A run assigns an assistant to a thread and uses all (or some) of the messages in that thread to add a new message to the end with the role "assistant". Running is an asynchronous process and has a few different states that you need to care about which are in_progress, requires_action, cancelling, and completed. Essentially, you need to either stream the results back or keep polling until your run completes (it's typically pretty quick).

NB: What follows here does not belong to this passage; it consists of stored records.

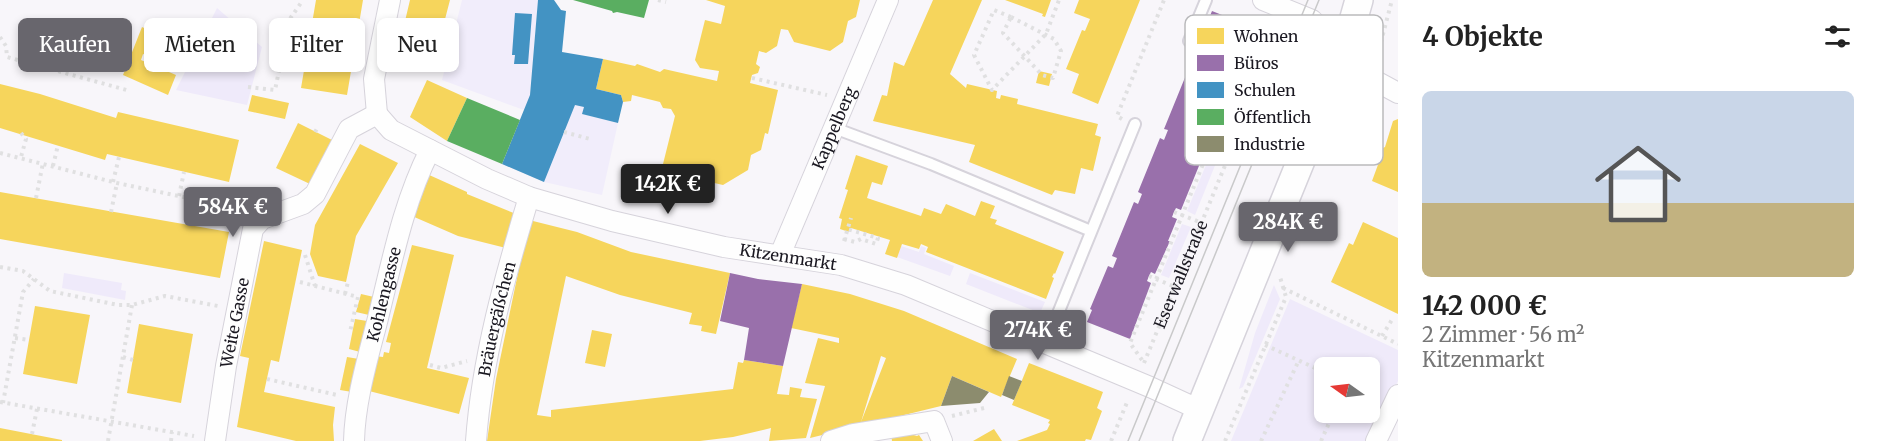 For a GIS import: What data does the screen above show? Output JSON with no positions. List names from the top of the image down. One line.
{"streets":{"street":["Kappelberg","Kitzenmarkt","Kohlengasse","Bräuergäßchen","Weite Gasse"],"path":["Eserwallstraße"]},"crossings":[["Kappelberg","Kitzenmarkt"],["Kitzenmarkt","Eserwallstraße"],["Kitzenmarkt","Kohlengasse"],["Kitzenmarkt","Bräuergäßchen"],["Kitzenmarkt","Weite Gasse"]],"legend":["Wohnen","Büros","Schulen","Öffentlich","Industrie"],"north":"left","page":{"heading":"4 Objekte","chip":["Kaufen","Mieten","Filter","Neu"],"list":[{"name":"142 000 €","note":"2 Zimmer · 56 m² · Kitzenmarkt"}],"price":["142K €","584K €","284K €","274K €"]}} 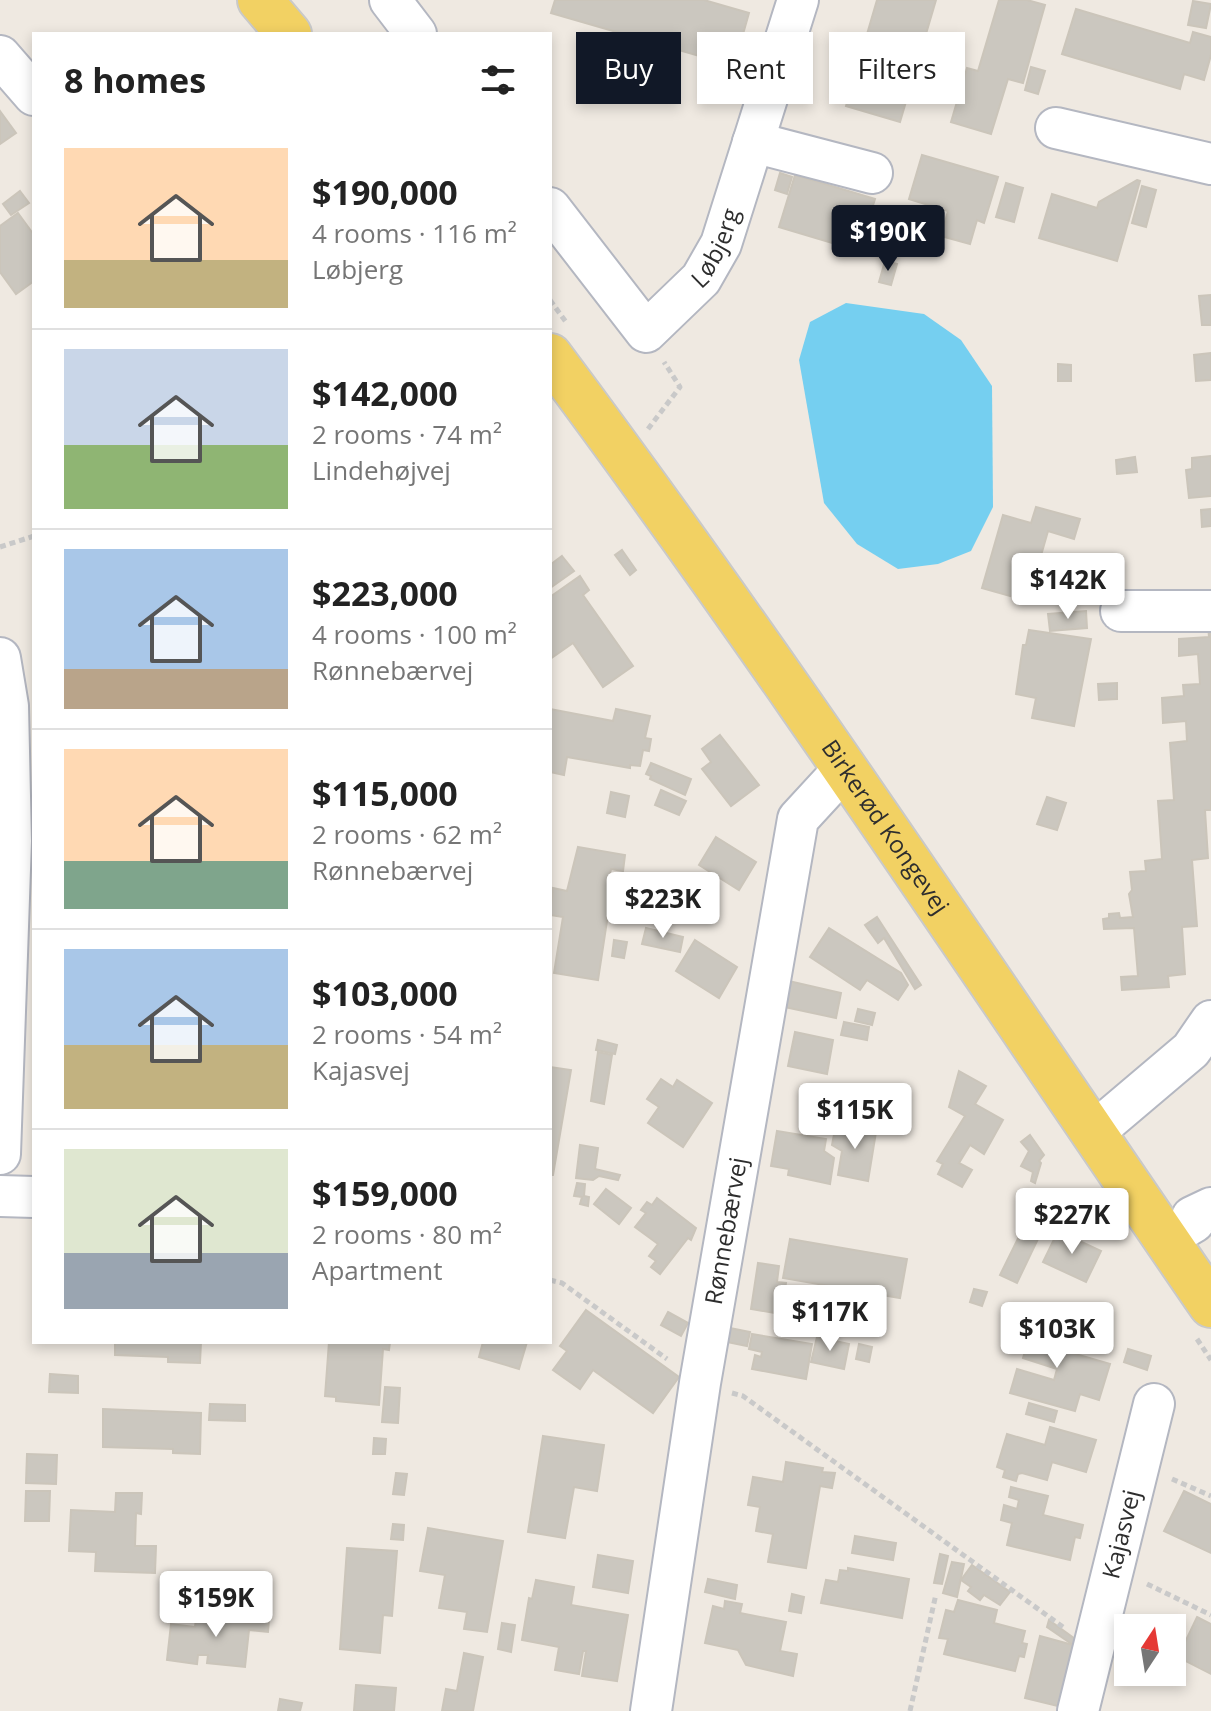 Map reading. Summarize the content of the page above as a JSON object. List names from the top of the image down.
{
  "streets": {
    "main road": ["Birkerød Kongevej"],
    "street": ["Løbjerg", "Rønnebærvej", "Kajasvej"]
  },
  "crossings": [
    ["Birkerød Kongevej", "Rønnebærvej"]
  ],
  "north": "top",
  "page": {
    "chip": ["Buy", "Rent", "Filters"],
    "heading": "8 homes",
    "list": [
      {
        "name": "$190,000",
        "note": "4 rooms · 116 m² · Løbjerg"
      },
      {
        "name": "$142,000",
        "note": "2 rooms · 74 m² · Lindehøjvej"
      },
      {
        "name": "$223,000",
        "note": "4 rooms · 100 m² · Rønnebærvej"
      },
      {
        "name": "$115,000",
        "note": "2 rooms · 62 m² · Rønnebærvej"
      },
      {
        "name": "$103,000",
        "note": "2 rooms · 54 m² · Kajasvej"
      },
      {
        "name": "$159,000",
        "note": "2 rooms · 80 m² · Apartment"
      }
    ],
    "price": [
      "$190K",
      "$142K",
      "$223K",
      "$115K",
      "$227K",
      "$117K",
      "$103K",
      "$159K"
    ]
  }
}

while (['queued', 'in_progress', 'cancelling', 'requires_action'].includes(run.status)) {

  if (run.status === 'requires_action') {
    console.log('requires action!');
    if (run.required_action.submit_tool_outputs) {
        const tool_outputs = await getToolOutputs(run.required_action.submit_tool_outputs.tool_calls);

        await this.openai.beta.threads.runs.submitToolOutputs(
            threadId,
            run.id,
            { tool_outputs }
        );
    }
  }

  // wait for a second and then refetch the run
  await new Promise(resolve => setTimeout(resolve, 1000));
  run = await this.openai.beta.threads.runs.retrieve(
    run.thread_id,
    run.id
  );
}

if (run.status === 'completed') {
  const messages = await this.openai.beta.threads.messages.list(
    run.thread_id
  );

  console.log(messages.data[0].content[0].text.value)
}

Poll for a "completed" status during a run. The new message will be at the top of the list.

OpenAI also offers "streaming" responses. If you have chatted on their web interface, you have seen these (it looks like the AI is actually writing in front of your eyes). You can find more information on streaming responses in their official docs.

Tools - Power up your AI.

I have left a reference to "getToolOutputs" in the code example above. Tools let you super-power your assistants. You can add basically any functionality you can imagine as long as it runs fast enough. Querying databases, checking calendars, e-commerce integrations, sending emails - anything you can do in a function can be provided to the Assistant as a tool. It will call code that you control and use the output in it's subsequent completions. Tools are awesome and I can (and perhaps will) write a whole article on just them. A particularly interesting use case is to let one assistant use another assistant as a tool to answer questions with specific domain knowledge.

In a nutshell, the OpenAI Assistants API is a game-changer for anyone working with conversational AI. It takes the hassle out of managing messages and context, making it super easy to create customized AI assistants. With features like real-time responses and asynchronous operations, you can build smarter, more responsive interactions. This API is setting a new benchmark in the industry, and it's likely to inspire a wave of similar tools from other companies.